SOME THINGS I know, some things I don't know. One thing I don't know is why the price of oil is as high as it is.
Ignorance is no basis for an investment strategy. But if you can reasonably and rigorously dismiss every possible good reason why oil is soaring to all-time highs, then it's probably time to sell it.
Over the years I've been writing this column I've made some great oil calls. In October 2005, in the immediate aftermath of Hurricanes Katrina and Rita, I said to short it because I knew the supply shock from the storms wouldn't last. That was when crude oil hit what seemed at the time like a ridiculously high price of $62 per barrel. Today that price would seem like a bargain.
Then I said to buy oil in January 2007. By then the price had fallen to $56 per barrel, so my call from a year earlier ended up being vindicated. My rationale for buying in early 2007 was that I forecasted — correctly, as it turned out — that inflation was about to surge, and I assumed it would take oil and all commodities along for the ride, which it did.
But in March of this year, after the Fed's rescue of the world's financial system after the collapse of Bear Stearns, I said I didn't want to own oil or other commodities anymore.
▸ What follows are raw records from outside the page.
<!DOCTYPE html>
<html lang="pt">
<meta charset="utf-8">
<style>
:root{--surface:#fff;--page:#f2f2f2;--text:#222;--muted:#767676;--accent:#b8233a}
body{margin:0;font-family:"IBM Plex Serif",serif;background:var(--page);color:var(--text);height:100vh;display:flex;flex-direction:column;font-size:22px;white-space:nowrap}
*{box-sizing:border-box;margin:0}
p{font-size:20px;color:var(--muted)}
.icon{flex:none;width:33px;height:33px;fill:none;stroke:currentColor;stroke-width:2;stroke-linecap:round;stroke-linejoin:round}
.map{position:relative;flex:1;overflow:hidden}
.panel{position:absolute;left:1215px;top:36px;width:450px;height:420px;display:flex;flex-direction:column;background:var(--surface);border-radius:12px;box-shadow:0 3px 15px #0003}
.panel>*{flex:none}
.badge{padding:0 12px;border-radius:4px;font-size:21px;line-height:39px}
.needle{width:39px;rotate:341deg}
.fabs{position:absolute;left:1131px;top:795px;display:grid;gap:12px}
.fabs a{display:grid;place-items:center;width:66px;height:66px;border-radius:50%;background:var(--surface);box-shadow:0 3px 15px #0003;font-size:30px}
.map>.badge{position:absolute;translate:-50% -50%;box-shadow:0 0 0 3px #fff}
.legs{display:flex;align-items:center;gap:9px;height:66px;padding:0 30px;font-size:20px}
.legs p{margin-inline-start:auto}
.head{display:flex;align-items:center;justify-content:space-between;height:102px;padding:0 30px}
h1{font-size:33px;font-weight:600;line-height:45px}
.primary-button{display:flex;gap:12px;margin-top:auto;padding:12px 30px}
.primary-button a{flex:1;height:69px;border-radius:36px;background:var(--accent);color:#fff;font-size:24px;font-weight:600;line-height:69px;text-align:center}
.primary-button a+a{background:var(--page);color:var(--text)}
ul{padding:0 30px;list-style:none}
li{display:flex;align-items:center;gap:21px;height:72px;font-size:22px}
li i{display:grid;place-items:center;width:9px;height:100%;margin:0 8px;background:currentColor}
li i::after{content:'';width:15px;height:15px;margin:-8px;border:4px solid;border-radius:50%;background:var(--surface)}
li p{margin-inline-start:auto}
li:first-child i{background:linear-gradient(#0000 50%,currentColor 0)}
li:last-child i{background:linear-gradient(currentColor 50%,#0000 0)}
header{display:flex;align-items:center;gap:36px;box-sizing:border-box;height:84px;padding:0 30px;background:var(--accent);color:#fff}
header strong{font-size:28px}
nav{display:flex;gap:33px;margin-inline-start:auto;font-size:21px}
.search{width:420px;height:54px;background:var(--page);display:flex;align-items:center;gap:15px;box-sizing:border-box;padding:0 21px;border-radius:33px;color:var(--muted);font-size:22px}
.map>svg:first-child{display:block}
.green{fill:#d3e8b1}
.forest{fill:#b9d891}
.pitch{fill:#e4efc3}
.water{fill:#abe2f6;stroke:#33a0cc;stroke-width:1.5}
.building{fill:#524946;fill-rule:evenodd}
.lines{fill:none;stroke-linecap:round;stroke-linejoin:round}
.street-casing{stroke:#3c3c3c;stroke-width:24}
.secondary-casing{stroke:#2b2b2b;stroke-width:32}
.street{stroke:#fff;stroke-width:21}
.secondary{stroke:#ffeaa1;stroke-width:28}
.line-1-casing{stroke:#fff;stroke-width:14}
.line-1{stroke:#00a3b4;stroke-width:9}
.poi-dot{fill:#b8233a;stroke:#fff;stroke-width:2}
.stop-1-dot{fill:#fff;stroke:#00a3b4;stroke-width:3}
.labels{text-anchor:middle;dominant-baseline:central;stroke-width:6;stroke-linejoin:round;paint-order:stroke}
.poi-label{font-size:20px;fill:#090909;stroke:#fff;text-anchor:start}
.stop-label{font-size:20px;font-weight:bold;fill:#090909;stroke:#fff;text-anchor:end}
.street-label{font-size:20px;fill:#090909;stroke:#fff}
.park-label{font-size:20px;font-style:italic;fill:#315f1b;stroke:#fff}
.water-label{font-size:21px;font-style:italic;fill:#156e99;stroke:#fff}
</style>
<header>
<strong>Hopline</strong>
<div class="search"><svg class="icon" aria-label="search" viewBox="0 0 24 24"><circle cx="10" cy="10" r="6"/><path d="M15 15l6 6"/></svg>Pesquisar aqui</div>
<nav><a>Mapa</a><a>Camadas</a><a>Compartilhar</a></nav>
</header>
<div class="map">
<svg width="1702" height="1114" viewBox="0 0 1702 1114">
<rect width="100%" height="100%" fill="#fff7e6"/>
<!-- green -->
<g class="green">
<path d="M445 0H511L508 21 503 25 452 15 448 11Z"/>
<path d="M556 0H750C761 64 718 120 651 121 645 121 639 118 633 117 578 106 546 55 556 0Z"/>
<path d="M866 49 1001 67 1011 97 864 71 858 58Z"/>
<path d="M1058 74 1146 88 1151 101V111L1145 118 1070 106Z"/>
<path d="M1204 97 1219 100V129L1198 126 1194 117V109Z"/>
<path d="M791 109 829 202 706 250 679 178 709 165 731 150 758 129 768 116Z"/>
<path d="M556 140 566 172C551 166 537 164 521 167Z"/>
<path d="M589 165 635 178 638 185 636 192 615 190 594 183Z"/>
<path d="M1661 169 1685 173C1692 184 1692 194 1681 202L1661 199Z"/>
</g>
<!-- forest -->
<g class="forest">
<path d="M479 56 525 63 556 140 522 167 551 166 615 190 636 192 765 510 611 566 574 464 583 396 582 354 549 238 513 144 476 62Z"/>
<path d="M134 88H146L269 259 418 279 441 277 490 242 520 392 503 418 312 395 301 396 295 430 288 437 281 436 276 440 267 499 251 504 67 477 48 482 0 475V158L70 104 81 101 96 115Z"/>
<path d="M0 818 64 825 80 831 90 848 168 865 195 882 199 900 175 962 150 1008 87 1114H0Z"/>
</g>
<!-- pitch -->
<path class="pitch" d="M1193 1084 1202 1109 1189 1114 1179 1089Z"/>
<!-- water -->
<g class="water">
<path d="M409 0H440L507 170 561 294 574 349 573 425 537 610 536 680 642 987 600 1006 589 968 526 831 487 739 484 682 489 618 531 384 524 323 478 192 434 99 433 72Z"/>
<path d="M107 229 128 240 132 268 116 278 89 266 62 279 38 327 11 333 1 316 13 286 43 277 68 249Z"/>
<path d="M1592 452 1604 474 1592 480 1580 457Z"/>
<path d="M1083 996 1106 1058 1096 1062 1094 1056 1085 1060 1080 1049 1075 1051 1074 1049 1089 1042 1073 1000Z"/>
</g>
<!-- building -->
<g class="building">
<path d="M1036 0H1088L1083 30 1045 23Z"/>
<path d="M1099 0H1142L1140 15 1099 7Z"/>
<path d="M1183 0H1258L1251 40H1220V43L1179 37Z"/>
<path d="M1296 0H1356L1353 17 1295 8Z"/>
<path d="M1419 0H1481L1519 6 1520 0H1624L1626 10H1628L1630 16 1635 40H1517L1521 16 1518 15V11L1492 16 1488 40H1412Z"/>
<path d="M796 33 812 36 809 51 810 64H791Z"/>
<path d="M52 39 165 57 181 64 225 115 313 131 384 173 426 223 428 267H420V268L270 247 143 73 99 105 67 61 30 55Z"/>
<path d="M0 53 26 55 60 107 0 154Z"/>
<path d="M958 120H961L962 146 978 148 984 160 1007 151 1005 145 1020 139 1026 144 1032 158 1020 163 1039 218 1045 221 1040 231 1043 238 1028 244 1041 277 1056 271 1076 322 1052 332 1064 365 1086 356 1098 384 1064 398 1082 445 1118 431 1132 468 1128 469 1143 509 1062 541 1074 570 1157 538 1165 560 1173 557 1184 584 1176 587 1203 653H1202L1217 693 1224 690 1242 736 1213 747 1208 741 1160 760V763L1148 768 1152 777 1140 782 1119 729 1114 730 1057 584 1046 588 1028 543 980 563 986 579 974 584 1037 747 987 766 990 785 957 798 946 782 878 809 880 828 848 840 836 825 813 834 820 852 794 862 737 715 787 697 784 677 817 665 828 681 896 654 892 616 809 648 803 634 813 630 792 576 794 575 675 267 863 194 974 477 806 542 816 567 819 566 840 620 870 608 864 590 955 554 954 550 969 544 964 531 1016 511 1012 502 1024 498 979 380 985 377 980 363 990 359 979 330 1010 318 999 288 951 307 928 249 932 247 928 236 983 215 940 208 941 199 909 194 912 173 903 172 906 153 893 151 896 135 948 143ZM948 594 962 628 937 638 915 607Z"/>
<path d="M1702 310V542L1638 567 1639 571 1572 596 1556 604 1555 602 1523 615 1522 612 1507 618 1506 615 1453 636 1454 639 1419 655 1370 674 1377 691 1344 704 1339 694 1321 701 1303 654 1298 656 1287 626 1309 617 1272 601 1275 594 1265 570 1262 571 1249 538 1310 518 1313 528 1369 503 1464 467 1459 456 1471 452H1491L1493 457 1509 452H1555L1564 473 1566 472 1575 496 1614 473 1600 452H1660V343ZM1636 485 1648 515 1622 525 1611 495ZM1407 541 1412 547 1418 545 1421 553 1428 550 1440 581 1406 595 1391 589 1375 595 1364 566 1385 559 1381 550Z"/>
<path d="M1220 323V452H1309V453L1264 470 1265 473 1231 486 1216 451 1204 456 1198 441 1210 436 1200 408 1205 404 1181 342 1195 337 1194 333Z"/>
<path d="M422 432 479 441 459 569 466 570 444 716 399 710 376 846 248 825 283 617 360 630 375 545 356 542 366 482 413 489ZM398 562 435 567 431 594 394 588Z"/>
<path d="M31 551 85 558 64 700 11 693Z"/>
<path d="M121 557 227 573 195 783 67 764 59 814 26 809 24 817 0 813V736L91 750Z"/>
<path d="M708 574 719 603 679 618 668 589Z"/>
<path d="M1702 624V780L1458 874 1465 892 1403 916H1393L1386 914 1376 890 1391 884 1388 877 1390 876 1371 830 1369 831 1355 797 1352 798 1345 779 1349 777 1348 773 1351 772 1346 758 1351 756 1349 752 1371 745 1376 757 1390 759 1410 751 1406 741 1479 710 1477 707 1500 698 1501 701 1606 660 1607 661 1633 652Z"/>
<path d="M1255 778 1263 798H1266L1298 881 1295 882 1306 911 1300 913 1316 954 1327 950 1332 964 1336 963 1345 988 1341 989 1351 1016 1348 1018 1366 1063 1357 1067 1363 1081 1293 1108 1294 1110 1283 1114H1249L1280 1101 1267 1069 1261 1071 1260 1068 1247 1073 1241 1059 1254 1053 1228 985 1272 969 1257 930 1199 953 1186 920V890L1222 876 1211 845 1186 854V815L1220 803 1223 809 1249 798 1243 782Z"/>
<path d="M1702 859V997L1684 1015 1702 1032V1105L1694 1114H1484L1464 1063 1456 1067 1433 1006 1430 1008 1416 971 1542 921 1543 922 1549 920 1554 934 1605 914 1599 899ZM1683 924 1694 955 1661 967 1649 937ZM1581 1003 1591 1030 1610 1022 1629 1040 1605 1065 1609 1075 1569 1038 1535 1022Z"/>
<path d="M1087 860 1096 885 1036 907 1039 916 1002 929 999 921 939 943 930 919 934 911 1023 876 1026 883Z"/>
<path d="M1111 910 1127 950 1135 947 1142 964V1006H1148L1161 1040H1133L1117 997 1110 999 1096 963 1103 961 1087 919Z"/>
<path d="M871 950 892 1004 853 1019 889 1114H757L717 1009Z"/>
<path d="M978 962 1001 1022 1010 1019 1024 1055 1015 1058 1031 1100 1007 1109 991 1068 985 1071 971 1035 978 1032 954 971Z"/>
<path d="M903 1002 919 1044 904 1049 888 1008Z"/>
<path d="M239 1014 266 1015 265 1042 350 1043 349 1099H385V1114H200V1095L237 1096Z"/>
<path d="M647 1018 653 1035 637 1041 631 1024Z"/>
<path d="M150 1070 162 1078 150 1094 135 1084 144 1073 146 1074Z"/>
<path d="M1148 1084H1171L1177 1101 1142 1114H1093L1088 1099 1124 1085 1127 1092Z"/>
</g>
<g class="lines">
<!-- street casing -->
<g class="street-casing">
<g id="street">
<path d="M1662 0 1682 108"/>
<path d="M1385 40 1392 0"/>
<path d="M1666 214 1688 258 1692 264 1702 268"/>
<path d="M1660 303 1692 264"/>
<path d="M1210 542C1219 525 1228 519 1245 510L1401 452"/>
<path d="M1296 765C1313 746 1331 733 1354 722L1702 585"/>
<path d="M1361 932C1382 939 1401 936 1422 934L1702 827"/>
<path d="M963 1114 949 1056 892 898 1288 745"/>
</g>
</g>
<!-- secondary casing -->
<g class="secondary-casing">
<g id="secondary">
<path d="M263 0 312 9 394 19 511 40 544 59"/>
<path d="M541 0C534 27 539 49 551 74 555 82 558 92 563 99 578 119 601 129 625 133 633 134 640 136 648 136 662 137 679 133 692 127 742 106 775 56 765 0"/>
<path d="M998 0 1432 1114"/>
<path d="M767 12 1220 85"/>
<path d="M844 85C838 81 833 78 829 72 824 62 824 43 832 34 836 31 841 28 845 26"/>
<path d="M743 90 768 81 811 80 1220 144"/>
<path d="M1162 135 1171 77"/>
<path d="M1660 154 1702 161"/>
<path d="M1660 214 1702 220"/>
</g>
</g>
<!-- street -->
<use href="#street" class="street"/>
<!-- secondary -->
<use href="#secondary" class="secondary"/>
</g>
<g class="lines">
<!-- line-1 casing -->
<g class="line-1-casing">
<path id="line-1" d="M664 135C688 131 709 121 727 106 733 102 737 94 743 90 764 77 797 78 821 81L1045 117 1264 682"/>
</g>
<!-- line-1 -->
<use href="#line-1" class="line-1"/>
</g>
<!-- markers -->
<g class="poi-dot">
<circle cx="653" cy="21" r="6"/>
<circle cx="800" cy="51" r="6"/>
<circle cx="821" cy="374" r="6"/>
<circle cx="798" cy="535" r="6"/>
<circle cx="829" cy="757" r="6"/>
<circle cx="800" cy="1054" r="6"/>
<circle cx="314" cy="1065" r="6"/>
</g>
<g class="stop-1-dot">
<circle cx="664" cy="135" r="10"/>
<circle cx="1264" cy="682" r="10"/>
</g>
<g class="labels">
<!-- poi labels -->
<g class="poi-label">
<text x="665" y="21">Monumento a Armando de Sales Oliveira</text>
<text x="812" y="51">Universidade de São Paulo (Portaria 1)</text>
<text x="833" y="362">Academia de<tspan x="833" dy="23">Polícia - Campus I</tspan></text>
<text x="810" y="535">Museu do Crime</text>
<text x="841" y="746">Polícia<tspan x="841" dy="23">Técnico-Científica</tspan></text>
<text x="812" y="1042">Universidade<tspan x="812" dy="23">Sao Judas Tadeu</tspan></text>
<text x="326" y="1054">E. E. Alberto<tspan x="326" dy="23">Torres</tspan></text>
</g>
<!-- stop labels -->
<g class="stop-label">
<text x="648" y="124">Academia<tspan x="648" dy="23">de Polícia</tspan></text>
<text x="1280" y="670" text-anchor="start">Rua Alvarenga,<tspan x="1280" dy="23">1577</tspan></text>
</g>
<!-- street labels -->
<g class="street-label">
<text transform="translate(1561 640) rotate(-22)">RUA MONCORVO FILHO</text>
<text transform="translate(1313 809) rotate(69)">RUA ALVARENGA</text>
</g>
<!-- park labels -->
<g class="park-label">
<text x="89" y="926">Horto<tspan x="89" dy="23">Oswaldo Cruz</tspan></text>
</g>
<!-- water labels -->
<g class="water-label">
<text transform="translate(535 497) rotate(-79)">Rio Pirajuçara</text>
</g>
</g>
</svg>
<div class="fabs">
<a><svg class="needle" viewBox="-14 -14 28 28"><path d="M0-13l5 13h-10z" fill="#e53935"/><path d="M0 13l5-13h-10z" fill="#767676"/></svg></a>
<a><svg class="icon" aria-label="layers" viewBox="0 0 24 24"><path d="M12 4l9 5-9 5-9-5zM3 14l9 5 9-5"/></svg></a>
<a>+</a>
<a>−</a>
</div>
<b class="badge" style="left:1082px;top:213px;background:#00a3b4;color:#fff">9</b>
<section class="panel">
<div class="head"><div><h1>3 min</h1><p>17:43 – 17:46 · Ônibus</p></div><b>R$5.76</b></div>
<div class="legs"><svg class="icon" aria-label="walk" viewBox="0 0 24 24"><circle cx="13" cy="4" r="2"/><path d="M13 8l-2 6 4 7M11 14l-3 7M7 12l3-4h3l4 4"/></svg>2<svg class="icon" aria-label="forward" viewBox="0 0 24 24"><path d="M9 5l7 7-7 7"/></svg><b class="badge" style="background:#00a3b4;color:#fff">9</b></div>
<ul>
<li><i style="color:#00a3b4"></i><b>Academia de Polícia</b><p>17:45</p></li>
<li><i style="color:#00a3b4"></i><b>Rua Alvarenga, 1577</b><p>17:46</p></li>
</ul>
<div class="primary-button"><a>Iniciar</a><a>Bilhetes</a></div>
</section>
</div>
My bet was that the Bear debacle would mark a turning point for the Fed. I guessed that soon afterward the rate cuts would stop, and soon enough the Fed would turn to rate hikes. (As Wednesday's FOMC statement hinted, that's exactly what's going to happen — although the timing is very much up in the air.) That means inflation will start to taper off, so my reason for owning oil was gone.
Oops. Double oops. Oil has risen almost 30% since then, and I missed it.
And what really puzzles me about it is that I was right about inflation. Oh, yes, I know. Suddenly inflation is at the head of everybody's worry list. But that in itself doesn't surprise me. I've been warning about inflation for five years while everyone else was saying it was impossible. So now that it's just about over, everyone's finally latching onto the idea.
I know it's over because all the things that warned me about it in the first place are starting to tell me to stop worrying. Gold, the best inflation indicator of them all, is off 13% from its mid-March all-time highs. The dollar, the second best indicator, is 3% above its mid-March all-time lows. Spreads on inflation-indexed Treasury bonds have collapsed. The yield curve has flattened. It's unanimous.
Well, almost unanimous. There's oil. Up 32% in just a little more than three months. Why? It's not because of inflation. That's been part of the oil story for the last five years, and Thursday's surge was probably connected with some disappointment that the Fed isn't going to be even more vigilant about inflation. But there's no credible inflation scenario at work in the last three months to justify a 32% leap in oil prices.
And it's not because of price-gouging, greedy oil company executives, or any of that populist tripe that has become the daily fodder of Senate and House investigative hearings. And as I wrote here several weeks ago, it's not because of commodity index funds buying up all of the world's oil. That's just plain silly.